This project aims to predict the credit risk of customers using various machine learning algorithms. We will analyze the dataset, preprocess the data, build predictive models, and evaluate their performance.
We have used two datasets for this project:
- FinanKu Data All: Contains customer information and financial data.
- FinanKu Data Validasi: Validation dataset for testing the models.
- We explored the distribution of customers based on location and identified those with unpaid bills.
- Analyzed customer age distribution for both all customers and those with unpaid bills.
- Calculated the average annual and quarterly balances of customers.
- Examined the average product ownership of customers.
We performed data preprocessing and feature engineering:
- Checked for duplicate and missing data.
- Calculated relevant variables such as mean balance and balance change over the observation period.
- Determined customer activity periods.
- Added or subtracted product holdings.
- Calculated the duration of credit card ownership.
We built predictive models using three different algorithms:
- Logistic Regression
- Gradient Boosting (XGBoost)
- Random Forest
Hyperparameters were tuned using GridSearchCV for each algorithm and each experiment.
We evaluated the models using various metrics, including accuracy and recall. The results showed that the models had reasonable accuracy but lower recall, indicating room for improvement.
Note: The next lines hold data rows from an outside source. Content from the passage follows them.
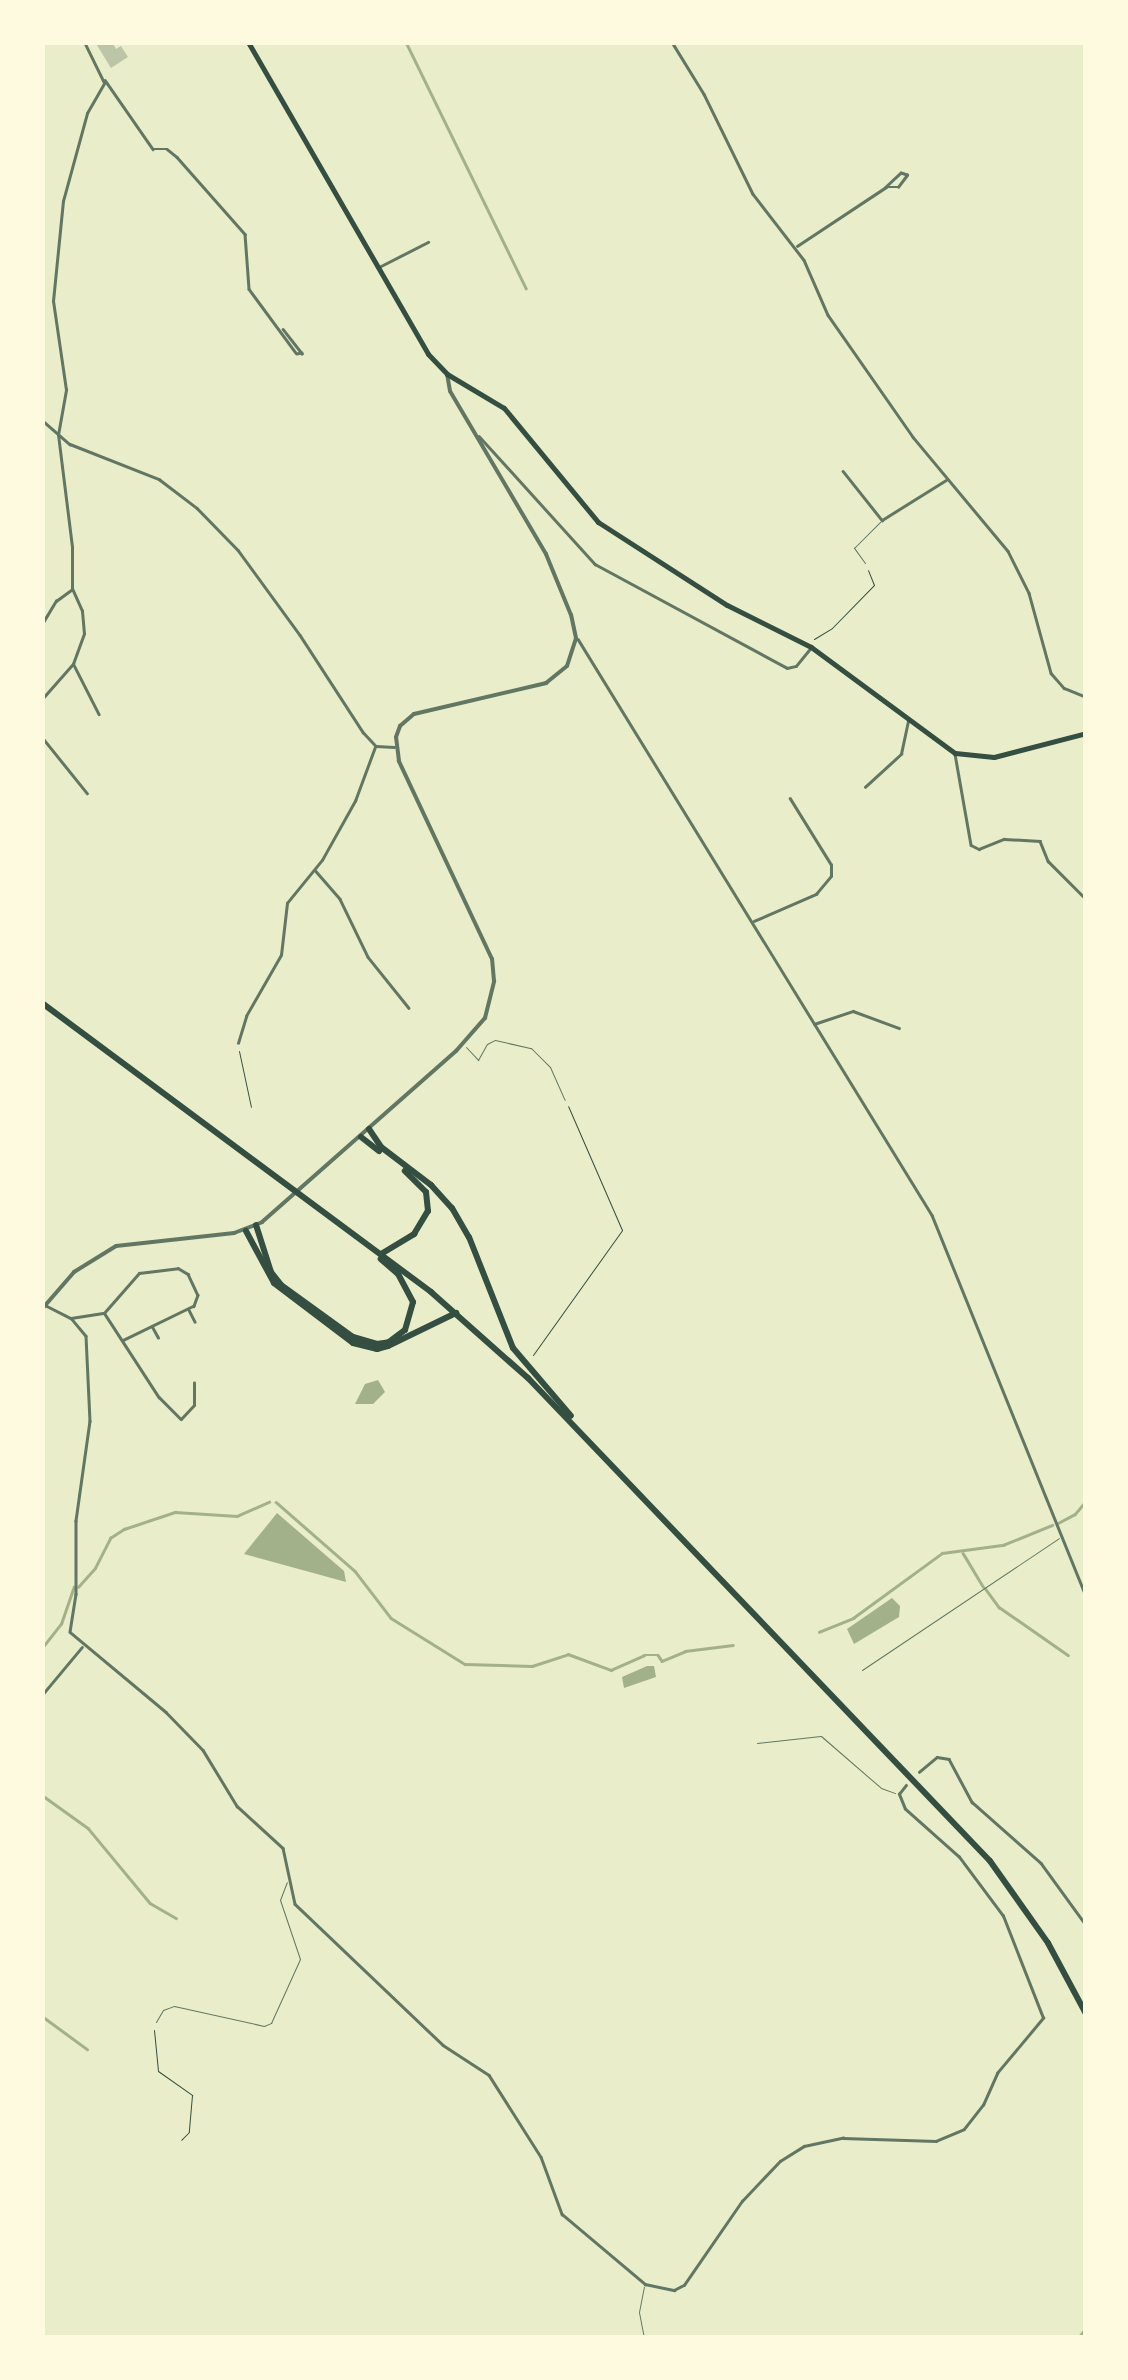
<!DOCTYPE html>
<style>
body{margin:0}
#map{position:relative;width:1128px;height:2380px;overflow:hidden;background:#e9edc9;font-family:Manrope,sans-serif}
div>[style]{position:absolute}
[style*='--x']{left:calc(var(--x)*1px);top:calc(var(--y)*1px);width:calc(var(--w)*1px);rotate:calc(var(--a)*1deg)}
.water>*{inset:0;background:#a3b18a}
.stream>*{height:2.5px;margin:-1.25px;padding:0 1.25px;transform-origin:1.25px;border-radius:1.25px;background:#a3b18a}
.building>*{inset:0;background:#bcc5a7}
.path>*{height:1px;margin:-0.5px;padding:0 0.5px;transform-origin:0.5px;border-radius:0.5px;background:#344e41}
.service>*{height:1px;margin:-0.5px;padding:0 0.5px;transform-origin:0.5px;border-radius:0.5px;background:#617663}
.minor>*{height:2.5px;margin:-1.25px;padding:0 1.25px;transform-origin:1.25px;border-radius:1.25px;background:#617663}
.tertiary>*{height:4px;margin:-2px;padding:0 2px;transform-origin:2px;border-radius:2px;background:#617663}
.secondary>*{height:5px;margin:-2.5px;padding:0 2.5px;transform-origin:2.5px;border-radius:2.5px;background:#344e41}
.trunk>*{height:6px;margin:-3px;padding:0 3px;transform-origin:3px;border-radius:3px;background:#344e41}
span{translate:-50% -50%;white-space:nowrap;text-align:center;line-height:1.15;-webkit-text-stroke:8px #fefae0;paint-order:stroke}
.frame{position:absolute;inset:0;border:45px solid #fefae0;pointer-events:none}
</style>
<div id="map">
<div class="water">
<i style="clip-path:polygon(378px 1380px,385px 1392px,373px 1404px,355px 1404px,365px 1384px)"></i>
<i style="clip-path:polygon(277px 1513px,344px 1571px,346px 1582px,244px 1554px)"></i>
<i style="clip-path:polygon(892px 1598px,900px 1606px,899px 1617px,854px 1644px,847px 1629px)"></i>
<i style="clip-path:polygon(647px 1666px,654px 1666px,656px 1677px,624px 1688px,622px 1677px)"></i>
</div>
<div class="stream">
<i style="--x:406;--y:42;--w:274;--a:64"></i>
<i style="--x:276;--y:1502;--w:105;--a:41.1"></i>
<i style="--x:355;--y:1571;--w:59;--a:52.5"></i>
<i style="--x:391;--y:1618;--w:87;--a:31.9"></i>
<i style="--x:465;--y:1664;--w:67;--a:1.7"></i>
<i style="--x:532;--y:1666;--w:38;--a:-18"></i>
<i style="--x:568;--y:1654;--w:46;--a:20.4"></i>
<i style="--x:611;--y:1670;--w:36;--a:-24"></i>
<i style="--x:644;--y:1655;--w:14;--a:0"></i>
<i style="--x:658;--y:1655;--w:7;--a:56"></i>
<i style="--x:662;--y:1661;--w:25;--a:-23"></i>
<i style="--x:685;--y:1651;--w:48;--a:-7.1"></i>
<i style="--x:1058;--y:1523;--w:19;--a:-28"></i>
<i style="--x:1075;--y:1514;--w:17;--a:-50"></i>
<i style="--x:963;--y:1553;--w:39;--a:59"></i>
<i style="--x:78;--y:1587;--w:25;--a:-48"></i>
<i style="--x:95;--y:1568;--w:34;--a:-63"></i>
<i style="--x:110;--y:1538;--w:17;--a:-33"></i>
<i style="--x:124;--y:1529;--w:54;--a:-18.4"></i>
<i style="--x:175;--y:1512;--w:62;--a:3.7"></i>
<i style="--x:237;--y:1516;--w:35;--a:-24"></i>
<i style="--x:985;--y:1588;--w:24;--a:54"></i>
<i style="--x:999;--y:1607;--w:84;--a:34.8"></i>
<i style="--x:819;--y:1632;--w:37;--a:-22"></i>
<i style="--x:853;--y:1618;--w:110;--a:-36.1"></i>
<i style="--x:942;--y:1553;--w:62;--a:-7.5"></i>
<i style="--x:1003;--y:1545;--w:53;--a:-22.2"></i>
<i style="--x:42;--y:1648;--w:31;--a:-52"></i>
<i style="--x:61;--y:1624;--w:39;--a:-71"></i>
<i style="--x:42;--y:1795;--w:57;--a:35.7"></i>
<i style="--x:88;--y:1828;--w:97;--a:50.4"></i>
<i style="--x:150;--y:1903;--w:30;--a:30"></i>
<i style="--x:42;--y:2016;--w:56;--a:36.3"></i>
<i style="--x:1078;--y:2338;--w:13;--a:-51"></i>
</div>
<div class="building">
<i style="clip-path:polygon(95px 42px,112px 42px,116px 49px,121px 46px,128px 57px,111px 68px)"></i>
</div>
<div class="path">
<i style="--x:814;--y:639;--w:21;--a:-31"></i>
<i style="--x:832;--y:628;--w:60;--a:-45.7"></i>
<i style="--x:874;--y:585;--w:16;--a:-112"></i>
<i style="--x:239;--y:1051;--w:57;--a:77.9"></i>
<i style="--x:533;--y:1355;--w:153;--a:-54.5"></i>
<i style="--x:622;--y:1230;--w:135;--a:-113.5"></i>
<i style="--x:154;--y:2030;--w:41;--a:84.4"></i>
<i style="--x:158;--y:2071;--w:42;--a:35.2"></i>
<i style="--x:192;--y:2095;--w:37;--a:95"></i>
<i style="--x:189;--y:2132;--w:11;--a:135"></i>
</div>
<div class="service">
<i style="--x:865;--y:563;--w:19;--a:-126"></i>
<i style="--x:854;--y:548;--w:37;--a:-45"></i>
<i style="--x:466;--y:1047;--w:18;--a:47"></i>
<i style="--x:478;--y:1060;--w:18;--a:-61"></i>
<i style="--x:487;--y:1044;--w:9;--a:-27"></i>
<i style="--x:495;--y:1040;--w:37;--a:13"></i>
<i style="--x:531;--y:1048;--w:27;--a:45"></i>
<i style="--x:550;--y:1067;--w:36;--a:66"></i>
<i style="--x:862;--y:1670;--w:237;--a:-33.8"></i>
<i style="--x:757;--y:1743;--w:64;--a:-6.2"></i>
<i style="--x:821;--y:1736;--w:79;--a:40.9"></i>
<i style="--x:881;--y:1788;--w:15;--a:20"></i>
<i style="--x:156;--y:2022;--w:14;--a:-60"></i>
<i style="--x:163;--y:2010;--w:12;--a:-20"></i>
<i style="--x:174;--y:2006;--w:92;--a:12.5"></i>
<i style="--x:264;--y:2026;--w:8;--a:-23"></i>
<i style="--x:271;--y:2023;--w:70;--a:-65.6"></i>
<i style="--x:300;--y:1959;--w:62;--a:-108.7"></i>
<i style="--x:280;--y:1900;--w:19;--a:-69"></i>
<i style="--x:644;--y:2338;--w:26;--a:-101"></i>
<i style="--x:639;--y:2312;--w:26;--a:-79"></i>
</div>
<div class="minor">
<i style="--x:672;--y:42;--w:61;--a:58.4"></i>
<i style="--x:704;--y:94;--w:111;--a:63.9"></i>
<i style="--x:753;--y:194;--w:83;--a:52.3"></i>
<i style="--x:804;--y:260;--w:60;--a:66.4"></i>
<i style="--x:828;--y:315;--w:149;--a:55.1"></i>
<i style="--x:913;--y:437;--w:148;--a:50.2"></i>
<i style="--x:1008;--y:551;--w:47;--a:63.4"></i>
<i style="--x:1029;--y:593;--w:83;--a:74.6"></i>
<i style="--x:1051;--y:673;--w:20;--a:49"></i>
<i style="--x:1064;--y:688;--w:24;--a:22"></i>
<i style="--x:105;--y:80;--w:84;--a:55.2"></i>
<i style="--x:153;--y:149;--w:14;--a:0"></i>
<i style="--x:167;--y:149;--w:13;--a:39"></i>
<i style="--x:177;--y:157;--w:103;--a:48.6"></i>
<i style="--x:245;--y:234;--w:55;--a:85.8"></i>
<i style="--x:249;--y:289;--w:79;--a:53.7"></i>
<i style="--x:797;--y:246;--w:107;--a:-33.5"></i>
<i style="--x:886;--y:187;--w:12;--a:0"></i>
<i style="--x:898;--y:187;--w:15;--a:-53"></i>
<i style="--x:907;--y:175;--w:6;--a:-162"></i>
<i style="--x:901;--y:173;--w:21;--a:137"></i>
<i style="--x:379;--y:267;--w:55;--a:-27"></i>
<i style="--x:283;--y:329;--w:31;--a:52"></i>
<i style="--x:302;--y:353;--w:5;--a:169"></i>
<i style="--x:42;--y:420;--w:37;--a:41"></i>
<i style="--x:70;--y:444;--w:96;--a:21.5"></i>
<i style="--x:159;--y:479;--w:48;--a:37.3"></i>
<i style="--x:197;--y:508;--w:59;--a:45.7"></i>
<i style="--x:238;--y:550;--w:105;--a:53.9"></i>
<i style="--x:300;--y:635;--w:116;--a:57"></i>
<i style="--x:363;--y:732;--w:19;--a:47"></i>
<i style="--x:376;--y:746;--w:18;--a:3"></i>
<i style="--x:479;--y:436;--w:173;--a:47.8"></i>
<i style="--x:595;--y:564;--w:218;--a:28.4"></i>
<i style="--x:787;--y:668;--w:9;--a:-13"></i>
<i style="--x:796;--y:666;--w:21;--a:-51"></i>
<i style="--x:843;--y:471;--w:63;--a:51.5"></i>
<i style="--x:882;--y:520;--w:75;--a:-32"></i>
<i style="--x:42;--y:624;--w:27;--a:-59"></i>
<i style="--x:56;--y:601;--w:19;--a:-36"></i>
<i style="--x:578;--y:639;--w:676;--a:58.43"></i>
<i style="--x:932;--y:1215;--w:412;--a:68"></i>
<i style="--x:74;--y:665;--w:55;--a:63"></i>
<i style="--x:42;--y:699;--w:47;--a:-48.5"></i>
<i style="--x:73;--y:664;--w:32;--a:-70"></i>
<i style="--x:84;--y:634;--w:23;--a:-95"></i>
<i style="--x:82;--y:611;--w:24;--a:-114"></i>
<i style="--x:72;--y:589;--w:42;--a:-90"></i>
<i style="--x:72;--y:547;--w:113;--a:-97.1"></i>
<i style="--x:58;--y:435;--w:46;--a:-79.9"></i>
<i style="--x:66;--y:390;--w:90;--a:-98.3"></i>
<i style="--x:53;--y:301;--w:100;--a:-84.3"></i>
<i style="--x:63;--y:201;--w:91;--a:-74.7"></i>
<i style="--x:87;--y:113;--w:34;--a:-60"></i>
<i style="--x:104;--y:83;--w:46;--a:-116"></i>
<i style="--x:42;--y:737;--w:72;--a:51.2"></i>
<i style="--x:955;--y:754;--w:92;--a:80"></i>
<i style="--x:971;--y:845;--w:9;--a:27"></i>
<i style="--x:979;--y:849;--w:27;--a:-22"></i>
<i style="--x:1004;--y:839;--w:36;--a:3"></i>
<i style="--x:1040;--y:841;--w:22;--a:68"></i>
<i style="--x:1048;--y:861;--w:54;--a:45"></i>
<i style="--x:865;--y:787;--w:49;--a:-42.5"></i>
<i style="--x:901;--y:754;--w:33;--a:-78"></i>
<i style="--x:315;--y:870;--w:38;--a:49"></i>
<i style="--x:340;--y:899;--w:64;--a:64.2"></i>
<i style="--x:368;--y:957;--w:65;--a:51.2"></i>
<i style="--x:754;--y:921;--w:68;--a:-23.5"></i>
<i style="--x:816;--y:894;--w:23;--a:-50"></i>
<i style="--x:831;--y:876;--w:11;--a:-90"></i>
<i style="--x:831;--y:865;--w:78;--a:-121.8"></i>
<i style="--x:814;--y:1024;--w:41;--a:-18.4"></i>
<i style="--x:853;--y:1011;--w:49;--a:20.3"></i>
<i style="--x:238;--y:1043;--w:28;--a:-73"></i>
<i style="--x:246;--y:1016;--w:70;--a:-60.2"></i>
<i style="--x:281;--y:955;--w:52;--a:-83.4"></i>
<i style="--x:287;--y:903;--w:55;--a:-50.9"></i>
<i style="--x:322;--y:860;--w:68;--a:-60.8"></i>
<i style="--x:355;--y:801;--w:58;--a:-69.7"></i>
<i style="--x:45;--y:1305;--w:29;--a:27"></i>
<i style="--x:71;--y:1318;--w:32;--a:-9"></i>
<i style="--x:189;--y:1310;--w:13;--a:63"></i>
<i style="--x:104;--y:1313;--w:53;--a:-48.8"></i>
<i style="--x:139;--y:1273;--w:39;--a:-7"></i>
<i style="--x:178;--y:1268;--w:12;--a:31"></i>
<i style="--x:188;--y:1274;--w:23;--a:65"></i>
<i style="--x:198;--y:1295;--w:12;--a:110"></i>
<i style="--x:194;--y:1306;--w:78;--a:154.1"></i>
<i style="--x:105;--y:1314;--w:99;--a:57"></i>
<i style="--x:159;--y:1397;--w:31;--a:45"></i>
<i style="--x:181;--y:1419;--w:19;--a:-47"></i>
<i style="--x:194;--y:1405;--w:22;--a:-90"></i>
<i style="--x:71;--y:1318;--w:23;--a:50"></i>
<i style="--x:86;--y:1336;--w:85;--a:87.3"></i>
<i style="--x:90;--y:1421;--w:101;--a:98"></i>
<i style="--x:76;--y:1521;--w:73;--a:90"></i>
<i style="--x:76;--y:1594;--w:38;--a:99"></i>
<i style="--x:70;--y:1632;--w:125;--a:39.8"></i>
<i style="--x:166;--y:1712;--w:53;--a:45.8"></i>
<i style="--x:203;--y:1750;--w:66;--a:58.7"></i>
<i style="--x:237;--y:1806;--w:62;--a:42.4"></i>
<i style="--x:283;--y:1848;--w:57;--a:77.9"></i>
<i style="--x:295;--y:1904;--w:204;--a:43.6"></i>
<i style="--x:443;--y:2045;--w:55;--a:33.1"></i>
<i style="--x:489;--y:2075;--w:97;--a:57.6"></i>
<i style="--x:541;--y:2157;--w:61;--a:69.8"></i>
<i style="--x:562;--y:2214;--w:109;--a:40.1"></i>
<i style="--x:645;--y:2284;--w:30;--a:12"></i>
<i style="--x:674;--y:2290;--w:11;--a:-27"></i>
<i style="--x:684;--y:2285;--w:102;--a:-55.4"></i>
<i style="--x:742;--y:2201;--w:55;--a:-46.5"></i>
<i style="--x:780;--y:2161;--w:28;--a:-32"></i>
<i style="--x:804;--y:2146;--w:40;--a:-12"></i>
<i style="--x:843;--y:2138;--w:93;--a:1.8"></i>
<i style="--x:936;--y:2141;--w:30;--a:-23"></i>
<i style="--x:964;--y:2129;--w:31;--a:-52"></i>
<i style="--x:983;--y:2105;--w:35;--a:-66"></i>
<i style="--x:997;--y:2073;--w:72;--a:-50.1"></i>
<i style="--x:1043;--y:2018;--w:110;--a:-111.4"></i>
<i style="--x:1003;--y:1916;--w:74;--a:-126.7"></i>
<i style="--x:959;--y:1857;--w:72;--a:-138.4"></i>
<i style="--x:905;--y:1809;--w:16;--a:-112"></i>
<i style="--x:899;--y:1794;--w:11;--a:-52"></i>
<i style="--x:152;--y:1326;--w:13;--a:61"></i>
<i style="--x:42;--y:1695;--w:62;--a:-50.2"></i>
<i style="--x:919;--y:1772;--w:23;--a:-40"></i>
<i style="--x:937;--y:1757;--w:12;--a:9"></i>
<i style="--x:949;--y:1759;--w:49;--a:61.9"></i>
<i style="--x:972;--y:1802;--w:92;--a:41.5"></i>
<i style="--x:1041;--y:1863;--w:77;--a:54"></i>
</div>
<div class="tertiary">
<i style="--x:42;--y:1309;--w:49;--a:-49.1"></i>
<i style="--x:74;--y:1272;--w:49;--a:-31.8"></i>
<i style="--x:116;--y:1246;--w:119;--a:-6.3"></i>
<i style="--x:234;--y:1233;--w:30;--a:-21"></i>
<i style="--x:262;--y:1222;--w:259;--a:-41.4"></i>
<i style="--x:456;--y:1051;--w:44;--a:-48.7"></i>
<i style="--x:485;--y:1018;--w:38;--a:-76"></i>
<i style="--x:494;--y:981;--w:22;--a:-95"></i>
<i style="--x:492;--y:959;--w:219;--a:-115.2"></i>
<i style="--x:399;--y:761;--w:24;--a:-97"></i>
<i style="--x:396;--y:737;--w:12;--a:-70"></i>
<i style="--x:400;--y:726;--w:18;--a:-41"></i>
<i style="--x:414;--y:714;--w:136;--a:-13.2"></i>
<i style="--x:546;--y:683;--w:27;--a:-39"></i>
<i style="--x:567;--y:666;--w:29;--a:-72"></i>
<i style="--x:576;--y:638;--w:24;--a:-102"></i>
<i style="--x:571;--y:615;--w:66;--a:-112.3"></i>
<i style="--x:546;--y:554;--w:189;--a:-120.5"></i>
<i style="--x:450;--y:391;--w:17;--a:-100"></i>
</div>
<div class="secondary">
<i style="--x:248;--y:42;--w:360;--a:60"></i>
<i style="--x:428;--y:354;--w:28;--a:46"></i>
<i style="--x:447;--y:374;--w:66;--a:30.8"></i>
<i style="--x:504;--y:408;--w:148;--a:50.5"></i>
<i style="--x:598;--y:522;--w:153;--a:32.8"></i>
<i style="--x:727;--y:605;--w:94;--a:26.6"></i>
<i style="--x:811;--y:647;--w:179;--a:36.4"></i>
<i style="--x:955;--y:753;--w:39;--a:6"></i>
<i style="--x:994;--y:757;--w:95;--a:-14.6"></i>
</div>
<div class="trunk">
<i style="--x:42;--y:1003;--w:485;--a:36.6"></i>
<i style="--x:431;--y:1292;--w:130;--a:41.6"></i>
<i style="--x:528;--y:1378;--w:668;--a:46.27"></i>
<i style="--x:990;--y:1861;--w:100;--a:54.7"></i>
<i style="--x:1048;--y:1943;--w:81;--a:61.8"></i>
<i style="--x:369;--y:1129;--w:22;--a:56"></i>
<i style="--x:381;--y:1147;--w:63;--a:37.2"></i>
<i style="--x:431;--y:1185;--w:31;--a:48"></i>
<i style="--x:452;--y:1208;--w:34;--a:60"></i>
<i style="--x:469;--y:1237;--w:119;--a:68.4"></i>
<i style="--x:513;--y:1348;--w:89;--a:49.5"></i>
<i style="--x:361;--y:1137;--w:23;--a:38"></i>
<i style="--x:256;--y:1225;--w:49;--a:72.3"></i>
<i style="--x:271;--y:1272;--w:16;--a:52"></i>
<i style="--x:281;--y:1285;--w:89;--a:35.8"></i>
<i style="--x:353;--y:1337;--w:25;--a:16"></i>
<i style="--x:377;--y:1344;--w:12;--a:-9"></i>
<i style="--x:389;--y:1342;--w:20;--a:-37"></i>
<i style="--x:405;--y:1330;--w:29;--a:-74"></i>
<i style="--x:413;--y:1302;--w:32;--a:-118"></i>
<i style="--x:398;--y:1274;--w:23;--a:-139"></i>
<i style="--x:246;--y:1231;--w:59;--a:61.7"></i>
<i style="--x:274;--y:1283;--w:99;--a:37.2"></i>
<i style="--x:353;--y:1343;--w:25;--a:14"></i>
<i style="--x:377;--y:1349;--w:11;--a:-15"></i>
<i style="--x:388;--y:1346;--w:76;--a:-25.9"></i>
<i style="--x:381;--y:1254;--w:39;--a:-31"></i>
<i style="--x:414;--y:1234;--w:27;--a:-59"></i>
<i style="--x:428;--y:1211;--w:19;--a:-96"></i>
<i style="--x:426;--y:1192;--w:30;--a:-135"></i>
</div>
<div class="frame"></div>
</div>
In this project, we aimed to predict customer credit risk using various machine learning models. While the models showed promise, further improvements are needed to enhance the recall and better identify potential credit risks. Possible future steps include increasing the dataset, oversampling the minority class, expanding the time horizon, trying different feature combinations, exploring more hyperparameter combinations, and experimenting with other machine learning algorithms.